* TASK OBJECTIVE
Only lines containing "function" belong in the answer, each copied from the entries below.

* RECORDS FOR THIS EXERCISE
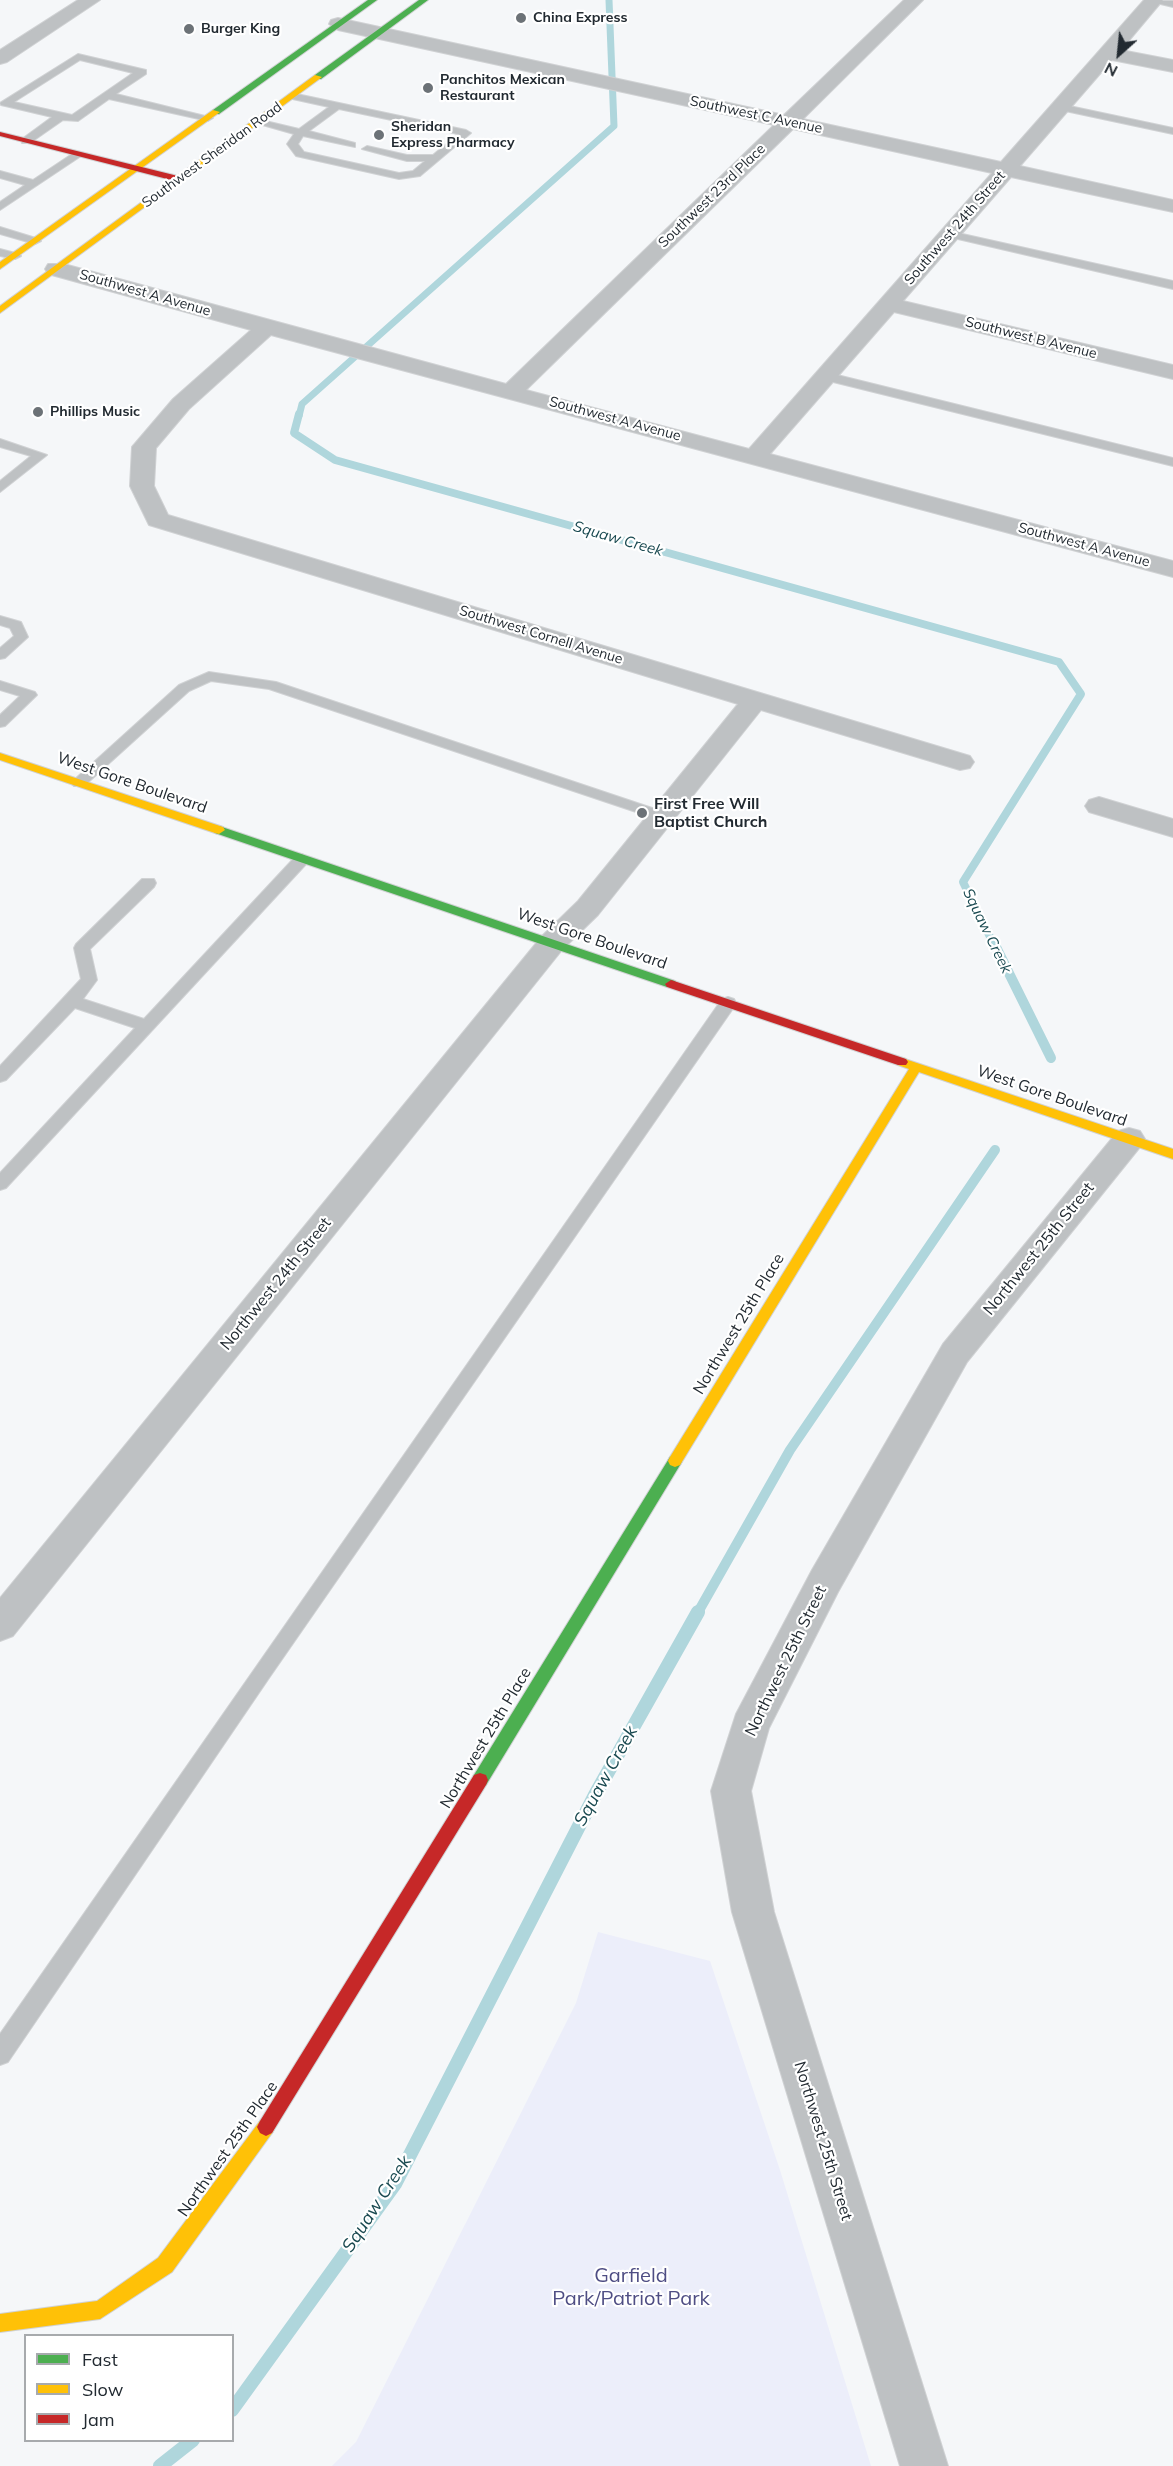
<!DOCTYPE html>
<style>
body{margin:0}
#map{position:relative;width:1173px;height:2466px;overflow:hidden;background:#f5f7f9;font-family:Mulish,sans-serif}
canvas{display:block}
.legend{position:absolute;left:24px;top:2334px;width:210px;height:108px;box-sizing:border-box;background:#fff;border:2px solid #a7aaad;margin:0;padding:8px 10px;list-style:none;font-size:18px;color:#222a31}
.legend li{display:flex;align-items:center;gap:12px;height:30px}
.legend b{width:30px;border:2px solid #a7aaad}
.north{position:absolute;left:1089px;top:24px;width:60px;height:60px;-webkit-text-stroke:4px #fff;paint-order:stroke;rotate:207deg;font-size:16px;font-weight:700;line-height:24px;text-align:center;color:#222a31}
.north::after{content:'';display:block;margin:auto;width:21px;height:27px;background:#222a31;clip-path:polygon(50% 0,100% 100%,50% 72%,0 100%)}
</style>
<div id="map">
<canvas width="1173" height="2466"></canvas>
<ul class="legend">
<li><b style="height:8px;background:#4caf50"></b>Fast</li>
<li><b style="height:8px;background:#ffc107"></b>Slow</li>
<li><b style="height:8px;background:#c62828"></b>Jam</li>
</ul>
<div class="north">N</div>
</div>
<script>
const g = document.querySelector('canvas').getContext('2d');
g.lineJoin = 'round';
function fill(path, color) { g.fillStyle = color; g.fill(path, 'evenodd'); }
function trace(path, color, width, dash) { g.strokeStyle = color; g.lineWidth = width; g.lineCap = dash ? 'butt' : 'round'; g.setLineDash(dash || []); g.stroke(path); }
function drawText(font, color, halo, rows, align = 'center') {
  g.font = font + ' Mulish,sans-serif'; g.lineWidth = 4.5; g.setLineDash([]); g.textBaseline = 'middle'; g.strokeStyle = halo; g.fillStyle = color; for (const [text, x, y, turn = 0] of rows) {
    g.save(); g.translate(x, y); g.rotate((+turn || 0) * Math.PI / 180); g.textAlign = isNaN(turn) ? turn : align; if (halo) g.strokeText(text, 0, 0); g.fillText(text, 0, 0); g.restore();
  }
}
fill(new Path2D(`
 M 598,1932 L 710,1961 L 780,2170 L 871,2466 L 332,2466 L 356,2442 L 576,2003 Z`), '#eceefa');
trace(new Path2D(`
 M 299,416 L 302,404 L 614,126 L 609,0`), '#afd6dc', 7);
trace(new Path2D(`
 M 299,414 L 294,433 L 335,460 L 1059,662 L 1081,694 L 963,882 L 993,943`), '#afd6dc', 8);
trace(new Path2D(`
 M 993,941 L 1051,1058
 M 697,1614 L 790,1450 L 995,1150`), '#afd6dc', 10);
trace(new Path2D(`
 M 232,2410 L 395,2184 L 595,1795 L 698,1612
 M 160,2466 L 193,2440`), '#afd6dc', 14);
const lane = new Path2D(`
 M 1148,1 L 1173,1 L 1173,7 Z
 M 78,54 L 146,70 L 146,74 L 116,94 L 213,118 L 208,121 L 109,99 L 78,121 L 63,120 L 30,143 L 22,143 L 22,139 L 52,117 L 1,105 L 0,103 ZM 80,60 L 133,73 L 72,115 L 14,102 Z
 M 292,93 L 466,130 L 471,133 L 420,176 L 399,179 L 296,156 L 287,144 L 294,134 L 252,122 L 257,119 L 299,129 L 329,107 L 288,98 L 287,96 ZM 339,109 L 458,134 L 433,155 L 407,155 L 367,146 L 362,149 L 407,161 L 425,161 L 413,171 L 399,173 L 304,152 L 298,144 L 303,136 L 355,147 L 355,143 L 309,131 Z
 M 1060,104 L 1173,128 L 1173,134 L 1056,109 L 1056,105 Z
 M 75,152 L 84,154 L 0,210 L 0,202 L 25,185 L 0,178 L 0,171 L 33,180 Z
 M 0,227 L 39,239 L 41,241 L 35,244 L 0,234 Z
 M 949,231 L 1173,281 L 1173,289 L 945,236 L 943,234 Z
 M 0,249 L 19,254 L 21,256 L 15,259 L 0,256 Z
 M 825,372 L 1173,458 L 1173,466 L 821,379 L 821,373 Z
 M 0,439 L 47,455 L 0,492 L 0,481 L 31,456 L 0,447 Z
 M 0,616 L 21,622 L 28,637 L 5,658 L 0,659 L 0,648 L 14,636 L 10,628 L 0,625 Z
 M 209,672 L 276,682 L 667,813 L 670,816 L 667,819 L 657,819 L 269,689 L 211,681 L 189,691 L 84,786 L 74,786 L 71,783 L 74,780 L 179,685 Z
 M 0,681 L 35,692 L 37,695 L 5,726 L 0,727 L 0,715 L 20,696 L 0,690 Z
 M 302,854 L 310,859 L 308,862 L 6,1188 L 0,1190 L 0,1173 L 135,1028 L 75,1008 L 6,1080 L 0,1082 L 0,1066 L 81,979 L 74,948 L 76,944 L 142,879 L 154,879 L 156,883 L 154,887 L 90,949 L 97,980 L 83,999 L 144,1019 L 296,856 Z
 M 728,997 L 734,999 L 736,1003 L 734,1007 L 269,1678 L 8,2062 L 0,2065 L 0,2034 L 722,999 Z`);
const street = new Path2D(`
 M 78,0 L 100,0 L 7,62 L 0,64 L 0,50 Z
 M 904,0 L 923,0 L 803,119 L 1001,162 L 1144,0 L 1163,0 L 1121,50 L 1173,60 L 1173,72 L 1112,60 L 1020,166 L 1173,200 L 1173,212 L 1011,177 L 903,301 L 1173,365 L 1173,379 L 894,312 L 770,454 L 1173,561 L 1173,577 L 271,335 L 189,409 L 156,448 L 154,486 L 168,515 L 970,756 L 974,762 L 970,768 L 960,770 L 761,710 L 598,915 L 562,950 L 13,1636 L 0,1641 L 0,1598 L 542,936 L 578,901 L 738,704 L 149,525 L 130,486 L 132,447 L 173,399 L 251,330 L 48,274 L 45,269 L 48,264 L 64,264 L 506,384 L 774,125 L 338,30 L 329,24 L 331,20 L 338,18 L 784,115 ZM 793,129 L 992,173 L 749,449 L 526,390 Z
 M 1099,797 L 1173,819 L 1173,837 L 1089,812 L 1085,806 L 1089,800 Z
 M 1129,1128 L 1140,1131 L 1145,1139 L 1140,1147 L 967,1362 L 838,1592 L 769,1728 L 751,1791 L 774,1912 L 948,2466 L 900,2466 L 732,1912 L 711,1791 L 736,1714 L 812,1570 L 943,1344 L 1118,1131 Z`);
const fast = new Path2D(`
 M 368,0 L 377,0 L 219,114 L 213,114 L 213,110 Z
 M 419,0 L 428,0 L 321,79 L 315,79 L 315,75 Z
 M 219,826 L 675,981 L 677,984 L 675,987 L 667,987 L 215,833 L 213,830 Z
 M 675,1455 L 680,1457 L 682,1461 L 680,1465 L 486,1785 L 480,1787 L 474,1785 L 472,1780 L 474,1775 L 670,1457 Z`);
const slow = new Path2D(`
 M 315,75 L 322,77 L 0,313 L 0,306 Z
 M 213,110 L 220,112 L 0,269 L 0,262 Z
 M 0,753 L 223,827 L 225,830 L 219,834 L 215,833 L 0,760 Z
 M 902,1058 L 1173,1149 L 1173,1159 L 919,1072 L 680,1465 L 675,1467 L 670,1465 L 668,1461 L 670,1457 L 909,1069 L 898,1065 L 896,1062 Z
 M 266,2118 L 272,2121 L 275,2127 L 272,2133 L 172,2272 L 100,2319 L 0,2332 L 0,2314 L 97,2301 L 158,2258 L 260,2121 Z`);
const jam = new Path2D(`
 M 0,132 L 182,177 L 183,179 L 179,182 L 0,136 Z
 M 671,980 L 906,1059 L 908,1062 L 906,1065 L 898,1065 L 667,987 L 665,984 Z
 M 480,1773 L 486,1775 L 488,1780 L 486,1785 L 272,2133 L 266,2136 L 260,2133 L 257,2127 L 260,2121 L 474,1775 Z`);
trace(lane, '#d0d2d4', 2);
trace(street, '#d0d2d4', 2);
trace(fast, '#d0d2d4', 2);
trace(slow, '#d0d2d4', 2);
trace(jam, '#d0d2d4', 2);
fill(lane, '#bec1c3');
fill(street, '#bec1c3');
fill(fast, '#4caf50');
fill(slow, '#ffc107');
fill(jam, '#c62828');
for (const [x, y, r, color] of [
 [521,18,6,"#6c7277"],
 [189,29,6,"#6c7277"],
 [428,88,6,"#6c7277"],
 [379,135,6,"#6c7277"],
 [38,412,6,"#6c7277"],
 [642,813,6,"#6c7277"]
]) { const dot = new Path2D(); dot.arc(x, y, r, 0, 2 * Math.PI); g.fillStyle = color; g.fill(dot); trace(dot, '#fff', 2); }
drawText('bold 14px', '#222a31', '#fff', [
 ["China Express",533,18],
 ["Burger King",201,29],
 ["Panchitos Mexican",440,80],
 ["Restaurant",440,96],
 ["Sheridan",391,127],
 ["Express Pharmacy",391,143],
 ["Phillips Music",50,412]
], 'left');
drawText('14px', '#222a31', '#fff', [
 ["Southwest C Avenue",756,115,12],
 ["Southwest Sheridan Road",212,155,-36],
 ["Southwest 23rd Place",712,196,-44],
 ["Southwest 24th Street",955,228,-49],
 ["Southwest A Avenue",145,293,16],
 ["Southwest B Avenue",1031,338,14],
 ["Southwest A Avenue",615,419,15],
 ["Southwest A Avenue",1084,545,15],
 ["Southwest Cornell Avenue",541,635,17]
]);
drawText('italic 15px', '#1a4a51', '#fff', [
 ["Squaw Creek",618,539,16],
 ["Squaw Creek",987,931,64]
]);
drawText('16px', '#222a31', '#fff', [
 ["West Gore Boulevard",132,783,19],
 ["West Gore Boulevard",592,939,19],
 ["West Gore Boulevard",1052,1096,19],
 ["Northwest 25th Street",1039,1249,-51],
 ["Northwest 24th Street",276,1284,-51],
 ["Northwest 25th Place",739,1324,-59],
 ["Northwest 25th Street",786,1661,-64],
 ["Northwest 25th Place",486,1738,-59],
 ["Northwest 25th Street",823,2141,73],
 ["Northwest 25th Place",228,2149,-55]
]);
drawText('bold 16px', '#222a31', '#fff', [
 ["First Free Will",654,804],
 ["Baptist Church",654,822]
], 'left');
drawText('italic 18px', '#1a4a51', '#fff', [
 ["Squaw Creek",606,1776,-61],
 ["Squaw Creek",377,2204,-57]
]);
drawText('20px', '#4f4e84', '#fff', [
 ["Garfield",631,2276],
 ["Park/Patriot Park",631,2299]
]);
</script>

* YOUR RESPONSE
function fill(path, color) { g.fillStyle = color; g.fill(path, 'evenodd'); }
function trace(path, color, width, dash) { g.strokeStyle = color; g.lineWidth = width; g.lineCap = dash ? 'butt' : 'round'; g.setLineDash(dash || []); g.stroke(path); }
function drawText(font, color, halo, rows, align = 'center') {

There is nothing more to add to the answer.